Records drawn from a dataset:
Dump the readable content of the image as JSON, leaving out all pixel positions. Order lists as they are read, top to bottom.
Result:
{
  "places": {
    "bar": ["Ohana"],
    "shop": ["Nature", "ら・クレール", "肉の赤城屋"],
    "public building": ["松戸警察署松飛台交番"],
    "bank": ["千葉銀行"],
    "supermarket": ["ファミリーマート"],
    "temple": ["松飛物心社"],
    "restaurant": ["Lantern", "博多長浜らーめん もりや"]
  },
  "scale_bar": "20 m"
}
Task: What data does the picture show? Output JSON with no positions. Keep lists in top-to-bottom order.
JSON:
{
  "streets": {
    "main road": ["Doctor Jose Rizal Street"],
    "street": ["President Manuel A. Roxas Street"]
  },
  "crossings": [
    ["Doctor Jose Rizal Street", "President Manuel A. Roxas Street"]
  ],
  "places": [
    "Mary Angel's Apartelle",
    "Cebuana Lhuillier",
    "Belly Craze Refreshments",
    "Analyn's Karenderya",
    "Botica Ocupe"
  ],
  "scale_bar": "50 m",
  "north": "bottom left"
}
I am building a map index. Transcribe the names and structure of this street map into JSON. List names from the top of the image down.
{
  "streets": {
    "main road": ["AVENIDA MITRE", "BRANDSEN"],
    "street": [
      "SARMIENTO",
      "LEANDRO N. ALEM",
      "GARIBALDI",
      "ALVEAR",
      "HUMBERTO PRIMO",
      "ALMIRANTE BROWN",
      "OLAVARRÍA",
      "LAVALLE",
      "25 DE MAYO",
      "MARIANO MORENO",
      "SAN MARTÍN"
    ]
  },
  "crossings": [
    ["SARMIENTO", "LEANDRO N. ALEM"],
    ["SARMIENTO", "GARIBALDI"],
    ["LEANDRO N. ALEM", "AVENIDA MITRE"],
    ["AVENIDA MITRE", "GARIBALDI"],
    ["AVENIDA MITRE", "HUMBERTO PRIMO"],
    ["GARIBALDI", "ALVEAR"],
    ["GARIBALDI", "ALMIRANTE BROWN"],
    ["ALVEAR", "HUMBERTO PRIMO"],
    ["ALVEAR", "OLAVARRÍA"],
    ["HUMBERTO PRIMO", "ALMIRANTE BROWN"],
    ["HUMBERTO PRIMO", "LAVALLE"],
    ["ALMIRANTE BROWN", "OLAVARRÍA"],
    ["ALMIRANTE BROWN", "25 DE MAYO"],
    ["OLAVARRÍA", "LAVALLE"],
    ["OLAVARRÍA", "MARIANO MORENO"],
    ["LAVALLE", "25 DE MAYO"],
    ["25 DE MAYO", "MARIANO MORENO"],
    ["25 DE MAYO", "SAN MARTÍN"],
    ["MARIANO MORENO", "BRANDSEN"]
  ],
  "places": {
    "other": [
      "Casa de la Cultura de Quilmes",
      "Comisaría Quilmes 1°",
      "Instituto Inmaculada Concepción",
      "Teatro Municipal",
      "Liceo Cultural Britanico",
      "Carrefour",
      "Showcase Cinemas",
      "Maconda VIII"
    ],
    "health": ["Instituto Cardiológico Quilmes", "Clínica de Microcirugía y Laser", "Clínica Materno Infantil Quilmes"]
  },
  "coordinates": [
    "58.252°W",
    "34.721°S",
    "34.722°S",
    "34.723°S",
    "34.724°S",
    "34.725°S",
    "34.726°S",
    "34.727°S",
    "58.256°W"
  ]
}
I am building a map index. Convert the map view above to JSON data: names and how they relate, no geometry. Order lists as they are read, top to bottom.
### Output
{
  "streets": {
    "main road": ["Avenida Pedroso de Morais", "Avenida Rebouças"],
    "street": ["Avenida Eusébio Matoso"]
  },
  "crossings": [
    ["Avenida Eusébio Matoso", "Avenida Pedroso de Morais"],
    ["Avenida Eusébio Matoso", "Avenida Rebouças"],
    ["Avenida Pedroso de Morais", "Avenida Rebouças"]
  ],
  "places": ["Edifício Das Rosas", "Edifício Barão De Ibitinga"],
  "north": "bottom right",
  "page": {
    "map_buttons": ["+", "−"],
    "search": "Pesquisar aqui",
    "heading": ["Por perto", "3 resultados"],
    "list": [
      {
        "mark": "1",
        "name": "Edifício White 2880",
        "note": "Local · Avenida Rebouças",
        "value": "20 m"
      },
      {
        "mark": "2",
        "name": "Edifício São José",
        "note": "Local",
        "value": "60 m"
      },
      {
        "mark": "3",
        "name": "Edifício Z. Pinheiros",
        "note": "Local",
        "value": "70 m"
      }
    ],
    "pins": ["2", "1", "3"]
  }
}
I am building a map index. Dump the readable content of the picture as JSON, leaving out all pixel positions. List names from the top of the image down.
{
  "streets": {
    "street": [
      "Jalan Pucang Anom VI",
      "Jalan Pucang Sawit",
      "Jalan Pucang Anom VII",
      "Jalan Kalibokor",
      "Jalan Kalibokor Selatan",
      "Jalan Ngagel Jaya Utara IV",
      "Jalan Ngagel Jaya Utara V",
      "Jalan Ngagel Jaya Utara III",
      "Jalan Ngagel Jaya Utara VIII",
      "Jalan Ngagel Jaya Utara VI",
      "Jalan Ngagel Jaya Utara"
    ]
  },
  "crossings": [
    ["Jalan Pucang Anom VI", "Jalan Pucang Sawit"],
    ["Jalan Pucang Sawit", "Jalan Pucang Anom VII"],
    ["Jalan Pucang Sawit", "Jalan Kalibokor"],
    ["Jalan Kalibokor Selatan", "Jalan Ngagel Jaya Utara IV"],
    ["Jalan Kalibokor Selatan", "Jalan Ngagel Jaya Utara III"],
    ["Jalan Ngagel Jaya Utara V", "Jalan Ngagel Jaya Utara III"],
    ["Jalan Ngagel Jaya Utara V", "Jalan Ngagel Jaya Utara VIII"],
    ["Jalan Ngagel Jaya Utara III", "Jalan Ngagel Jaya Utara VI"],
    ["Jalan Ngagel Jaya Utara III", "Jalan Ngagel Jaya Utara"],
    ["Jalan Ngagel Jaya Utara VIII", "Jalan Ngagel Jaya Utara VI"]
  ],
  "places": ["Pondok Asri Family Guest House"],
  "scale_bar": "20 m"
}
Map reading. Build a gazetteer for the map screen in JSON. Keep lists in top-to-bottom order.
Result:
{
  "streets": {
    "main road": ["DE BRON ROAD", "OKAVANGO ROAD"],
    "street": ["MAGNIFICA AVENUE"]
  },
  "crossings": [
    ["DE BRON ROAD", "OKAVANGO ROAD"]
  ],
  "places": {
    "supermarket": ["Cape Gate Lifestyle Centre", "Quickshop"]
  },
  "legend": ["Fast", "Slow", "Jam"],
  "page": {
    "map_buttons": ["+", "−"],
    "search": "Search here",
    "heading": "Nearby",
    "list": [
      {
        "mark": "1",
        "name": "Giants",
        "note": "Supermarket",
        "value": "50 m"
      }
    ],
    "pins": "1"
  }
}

*ASSIGNMENT*
If a line in the entries contains "Anom", copy it.

*TASK SOLUTION*
      "Jalan Pucang Anom VI",
      "Jalan Pucang Anom VII",
    ["Jalan Pucang Anom VI", "Jalan Pucang Sawit"],
    ["Jalan Pucang Sawit", "Jalan Pucang Anom VII"],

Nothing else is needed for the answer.